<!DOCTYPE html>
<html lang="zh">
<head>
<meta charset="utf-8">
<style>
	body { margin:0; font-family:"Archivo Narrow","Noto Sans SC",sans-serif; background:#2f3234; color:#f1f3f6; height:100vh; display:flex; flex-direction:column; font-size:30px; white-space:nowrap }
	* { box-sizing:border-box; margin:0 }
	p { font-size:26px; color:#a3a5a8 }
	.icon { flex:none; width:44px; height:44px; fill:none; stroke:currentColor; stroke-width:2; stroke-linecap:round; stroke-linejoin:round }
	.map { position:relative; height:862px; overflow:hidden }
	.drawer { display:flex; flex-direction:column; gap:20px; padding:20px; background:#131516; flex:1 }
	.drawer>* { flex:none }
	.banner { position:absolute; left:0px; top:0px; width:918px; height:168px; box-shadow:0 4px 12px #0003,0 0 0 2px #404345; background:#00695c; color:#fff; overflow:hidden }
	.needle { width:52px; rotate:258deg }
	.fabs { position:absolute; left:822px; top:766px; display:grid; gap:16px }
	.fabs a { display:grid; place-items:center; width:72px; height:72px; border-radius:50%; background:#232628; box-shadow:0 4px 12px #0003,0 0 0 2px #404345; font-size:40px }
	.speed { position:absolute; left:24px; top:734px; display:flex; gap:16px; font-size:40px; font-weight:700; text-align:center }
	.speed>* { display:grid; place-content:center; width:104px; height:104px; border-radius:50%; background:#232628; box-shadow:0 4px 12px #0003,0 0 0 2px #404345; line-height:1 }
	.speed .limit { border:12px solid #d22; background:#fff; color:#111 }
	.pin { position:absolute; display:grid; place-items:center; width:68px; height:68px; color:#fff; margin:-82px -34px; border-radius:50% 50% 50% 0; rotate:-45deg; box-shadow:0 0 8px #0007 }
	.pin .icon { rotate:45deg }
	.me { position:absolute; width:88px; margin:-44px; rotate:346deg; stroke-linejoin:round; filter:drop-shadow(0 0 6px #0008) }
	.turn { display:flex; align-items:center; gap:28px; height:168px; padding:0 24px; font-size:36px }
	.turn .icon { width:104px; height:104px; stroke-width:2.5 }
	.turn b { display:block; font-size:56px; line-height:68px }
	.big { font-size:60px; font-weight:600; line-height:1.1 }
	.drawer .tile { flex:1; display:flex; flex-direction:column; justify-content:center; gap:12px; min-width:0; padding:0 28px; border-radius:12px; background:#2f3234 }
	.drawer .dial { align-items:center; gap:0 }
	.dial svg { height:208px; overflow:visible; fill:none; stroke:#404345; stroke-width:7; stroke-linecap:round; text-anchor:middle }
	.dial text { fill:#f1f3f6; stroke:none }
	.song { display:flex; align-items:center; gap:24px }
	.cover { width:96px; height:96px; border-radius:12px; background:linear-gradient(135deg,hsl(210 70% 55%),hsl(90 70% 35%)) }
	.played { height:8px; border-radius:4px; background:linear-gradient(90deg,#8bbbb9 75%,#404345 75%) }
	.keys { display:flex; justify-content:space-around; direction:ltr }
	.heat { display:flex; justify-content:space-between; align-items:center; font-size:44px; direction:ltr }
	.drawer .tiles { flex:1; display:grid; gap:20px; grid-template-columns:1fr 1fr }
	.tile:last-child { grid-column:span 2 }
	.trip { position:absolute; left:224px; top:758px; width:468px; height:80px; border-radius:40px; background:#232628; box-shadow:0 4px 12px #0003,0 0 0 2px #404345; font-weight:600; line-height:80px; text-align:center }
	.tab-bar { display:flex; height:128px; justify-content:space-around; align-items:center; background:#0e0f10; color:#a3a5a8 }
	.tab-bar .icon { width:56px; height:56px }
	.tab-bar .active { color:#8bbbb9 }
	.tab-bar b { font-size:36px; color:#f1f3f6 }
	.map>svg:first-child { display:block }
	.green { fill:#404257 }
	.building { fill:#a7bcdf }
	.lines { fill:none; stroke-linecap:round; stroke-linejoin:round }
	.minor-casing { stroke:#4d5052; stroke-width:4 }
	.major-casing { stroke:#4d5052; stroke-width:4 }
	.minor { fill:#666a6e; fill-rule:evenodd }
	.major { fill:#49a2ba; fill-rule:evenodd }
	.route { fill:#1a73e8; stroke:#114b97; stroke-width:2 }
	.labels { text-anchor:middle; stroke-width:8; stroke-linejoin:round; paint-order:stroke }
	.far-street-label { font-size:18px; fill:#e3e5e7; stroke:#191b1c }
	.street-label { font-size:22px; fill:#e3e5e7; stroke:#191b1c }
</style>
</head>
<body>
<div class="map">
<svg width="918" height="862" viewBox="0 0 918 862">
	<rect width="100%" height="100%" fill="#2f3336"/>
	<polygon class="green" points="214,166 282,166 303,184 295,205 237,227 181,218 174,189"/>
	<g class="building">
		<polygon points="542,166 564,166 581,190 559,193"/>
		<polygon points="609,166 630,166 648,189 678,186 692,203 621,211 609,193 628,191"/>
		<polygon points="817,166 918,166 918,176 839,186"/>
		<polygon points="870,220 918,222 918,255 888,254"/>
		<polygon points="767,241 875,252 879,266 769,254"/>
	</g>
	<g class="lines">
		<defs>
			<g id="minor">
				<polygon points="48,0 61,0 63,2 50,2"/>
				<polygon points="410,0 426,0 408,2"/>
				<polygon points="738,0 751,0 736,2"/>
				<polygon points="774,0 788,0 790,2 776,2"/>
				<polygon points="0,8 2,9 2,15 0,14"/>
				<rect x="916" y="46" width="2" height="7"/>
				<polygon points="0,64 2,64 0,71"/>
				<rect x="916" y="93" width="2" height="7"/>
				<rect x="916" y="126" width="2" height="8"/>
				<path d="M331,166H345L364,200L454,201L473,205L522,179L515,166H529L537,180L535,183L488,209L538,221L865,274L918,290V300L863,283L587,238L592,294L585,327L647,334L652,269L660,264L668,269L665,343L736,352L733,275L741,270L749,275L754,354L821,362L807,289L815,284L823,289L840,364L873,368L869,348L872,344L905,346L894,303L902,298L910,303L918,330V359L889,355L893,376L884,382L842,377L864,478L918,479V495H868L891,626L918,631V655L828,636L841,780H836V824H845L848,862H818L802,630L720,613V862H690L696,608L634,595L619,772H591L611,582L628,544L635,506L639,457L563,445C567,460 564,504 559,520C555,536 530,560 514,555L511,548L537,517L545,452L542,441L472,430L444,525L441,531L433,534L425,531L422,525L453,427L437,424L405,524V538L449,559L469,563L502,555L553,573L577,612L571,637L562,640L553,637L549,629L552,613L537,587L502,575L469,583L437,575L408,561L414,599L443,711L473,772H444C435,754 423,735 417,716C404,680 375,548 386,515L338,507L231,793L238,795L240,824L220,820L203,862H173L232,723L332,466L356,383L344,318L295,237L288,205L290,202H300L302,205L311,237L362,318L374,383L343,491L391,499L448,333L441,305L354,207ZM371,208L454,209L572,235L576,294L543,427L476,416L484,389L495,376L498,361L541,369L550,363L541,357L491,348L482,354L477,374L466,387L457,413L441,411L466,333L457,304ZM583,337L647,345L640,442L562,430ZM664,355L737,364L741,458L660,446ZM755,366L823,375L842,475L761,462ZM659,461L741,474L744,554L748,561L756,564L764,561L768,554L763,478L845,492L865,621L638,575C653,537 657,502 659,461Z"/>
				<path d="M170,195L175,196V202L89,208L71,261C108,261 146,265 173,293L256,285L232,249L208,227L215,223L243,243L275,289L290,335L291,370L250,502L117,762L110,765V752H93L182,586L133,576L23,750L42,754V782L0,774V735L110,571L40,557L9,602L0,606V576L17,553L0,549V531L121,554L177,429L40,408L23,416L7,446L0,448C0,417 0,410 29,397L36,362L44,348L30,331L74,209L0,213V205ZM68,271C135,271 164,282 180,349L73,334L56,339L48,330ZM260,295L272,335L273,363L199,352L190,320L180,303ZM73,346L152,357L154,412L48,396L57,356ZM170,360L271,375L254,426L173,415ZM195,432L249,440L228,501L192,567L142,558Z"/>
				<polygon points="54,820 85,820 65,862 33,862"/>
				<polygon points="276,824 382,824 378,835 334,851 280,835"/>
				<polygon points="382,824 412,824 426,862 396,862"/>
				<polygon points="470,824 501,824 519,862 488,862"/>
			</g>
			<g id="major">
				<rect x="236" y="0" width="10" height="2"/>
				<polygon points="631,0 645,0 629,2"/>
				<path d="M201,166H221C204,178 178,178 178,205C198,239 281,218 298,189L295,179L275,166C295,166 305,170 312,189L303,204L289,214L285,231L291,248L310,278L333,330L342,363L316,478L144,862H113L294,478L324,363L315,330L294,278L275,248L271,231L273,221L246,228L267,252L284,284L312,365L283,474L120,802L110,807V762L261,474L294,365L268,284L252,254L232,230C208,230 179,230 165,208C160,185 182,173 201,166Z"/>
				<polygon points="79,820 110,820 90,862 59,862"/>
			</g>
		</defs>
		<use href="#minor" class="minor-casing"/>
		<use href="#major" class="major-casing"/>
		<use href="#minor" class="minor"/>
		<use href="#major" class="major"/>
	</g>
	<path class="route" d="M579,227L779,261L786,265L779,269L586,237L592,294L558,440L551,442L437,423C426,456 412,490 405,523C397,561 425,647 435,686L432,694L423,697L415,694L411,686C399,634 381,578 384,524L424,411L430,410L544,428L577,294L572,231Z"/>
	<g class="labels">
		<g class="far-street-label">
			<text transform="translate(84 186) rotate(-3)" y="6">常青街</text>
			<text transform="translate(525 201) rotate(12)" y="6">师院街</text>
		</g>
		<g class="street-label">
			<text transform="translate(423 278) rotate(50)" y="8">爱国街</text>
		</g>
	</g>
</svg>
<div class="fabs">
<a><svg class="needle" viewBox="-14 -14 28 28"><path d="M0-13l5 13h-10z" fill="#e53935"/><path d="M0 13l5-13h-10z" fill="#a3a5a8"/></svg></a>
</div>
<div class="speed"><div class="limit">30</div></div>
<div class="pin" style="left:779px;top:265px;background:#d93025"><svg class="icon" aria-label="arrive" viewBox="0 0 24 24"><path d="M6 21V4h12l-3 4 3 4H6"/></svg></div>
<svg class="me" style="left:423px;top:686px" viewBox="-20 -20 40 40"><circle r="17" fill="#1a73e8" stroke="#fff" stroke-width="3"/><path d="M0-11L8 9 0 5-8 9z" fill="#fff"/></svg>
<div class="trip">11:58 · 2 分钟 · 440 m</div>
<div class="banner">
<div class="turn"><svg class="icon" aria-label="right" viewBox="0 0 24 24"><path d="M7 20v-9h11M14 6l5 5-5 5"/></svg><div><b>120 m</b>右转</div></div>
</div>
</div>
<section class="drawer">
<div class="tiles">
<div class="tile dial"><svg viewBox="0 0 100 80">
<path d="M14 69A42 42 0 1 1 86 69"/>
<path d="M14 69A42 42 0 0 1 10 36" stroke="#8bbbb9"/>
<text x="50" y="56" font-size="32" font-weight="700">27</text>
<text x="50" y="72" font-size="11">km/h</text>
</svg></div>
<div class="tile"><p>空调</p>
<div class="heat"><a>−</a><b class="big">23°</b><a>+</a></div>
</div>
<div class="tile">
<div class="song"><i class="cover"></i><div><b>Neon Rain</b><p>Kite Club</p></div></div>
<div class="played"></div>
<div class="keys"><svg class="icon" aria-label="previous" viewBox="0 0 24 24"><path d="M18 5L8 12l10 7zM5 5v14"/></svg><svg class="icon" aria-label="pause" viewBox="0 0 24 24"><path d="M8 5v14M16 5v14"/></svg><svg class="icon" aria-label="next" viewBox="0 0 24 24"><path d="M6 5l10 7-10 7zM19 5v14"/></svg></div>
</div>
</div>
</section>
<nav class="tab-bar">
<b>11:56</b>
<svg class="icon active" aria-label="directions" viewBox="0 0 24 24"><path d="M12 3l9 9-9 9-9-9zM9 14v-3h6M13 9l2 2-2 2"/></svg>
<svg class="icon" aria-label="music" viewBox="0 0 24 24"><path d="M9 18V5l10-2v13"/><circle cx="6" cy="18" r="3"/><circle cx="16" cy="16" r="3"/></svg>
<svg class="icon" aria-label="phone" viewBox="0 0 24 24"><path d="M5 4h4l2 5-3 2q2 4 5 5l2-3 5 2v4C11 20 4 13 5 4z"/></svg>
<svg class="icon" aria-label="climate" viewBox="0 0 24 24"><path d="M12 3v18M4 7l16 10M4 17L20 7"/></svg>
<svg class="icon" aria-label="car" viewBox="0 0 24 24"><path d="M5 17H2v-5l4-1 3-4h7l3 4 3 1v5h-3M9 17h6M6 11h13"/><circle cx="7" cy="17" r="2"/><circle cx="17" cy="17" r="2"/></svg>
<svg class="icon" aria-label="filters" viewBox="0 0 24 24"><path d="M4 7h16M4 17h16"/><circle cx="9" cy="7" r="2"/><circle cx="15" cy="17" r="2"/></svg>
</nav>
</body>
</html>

◆ ◆ ◆

WHAT YOU SHOULD DO: Output the line containing "3l9 9-9 9-9-9zM9" and every line after it through the final line of the records above, exactly as written and nothing else.

FINISHED EXERCISE:
<svg class="icon active" aria-label="directions" viewBox="0 0 24 24"><path d="M12 3l9 9-9 9-9-9zM9 14v-3h6M13 9l2 2-2 2"/></svg>
<svg class="icon" aria-label="music" viewBox="0 0 24 24"><path d="M9 18V5l10-2v13"/><circle cx="6" cy="18" r="3"/><circle cx="16" cy="16" r="3"/></svg>
<svg class="icon" aria-label="phone" viewBox="0 0 24 24"><path d="M5 4h4l2 5-3 2q2 4 5 5l2-3 5 2v4C11 20 4 13 5 4z"/></svg>
<svg class="icon" aria-label="climate" viewBox="0 0 24 24"><path d="M12 3v18M4 7l16 10M4 17L20 7"/></svg>
<svg class="icon" aria-label="car" viewBox="0 0 24 24"><path d="M5 17H2v-5l4-1 3-4h7l3 4 3 1v5h-3M9 17h6M6 11h13"/><circle cx="7" cy="17" r="2"/><circle cx="17" cy="17" r="2"/></svg>
<svg class="icon" aria-label="filters" viewBox="0 0 24 24"><path d="M4 7h16M4 17h16"/><circle cx="9" cy="7" r="2"/><circle cx="15" cy="17" r="2"/></svg>
</nav>
</body>
</html>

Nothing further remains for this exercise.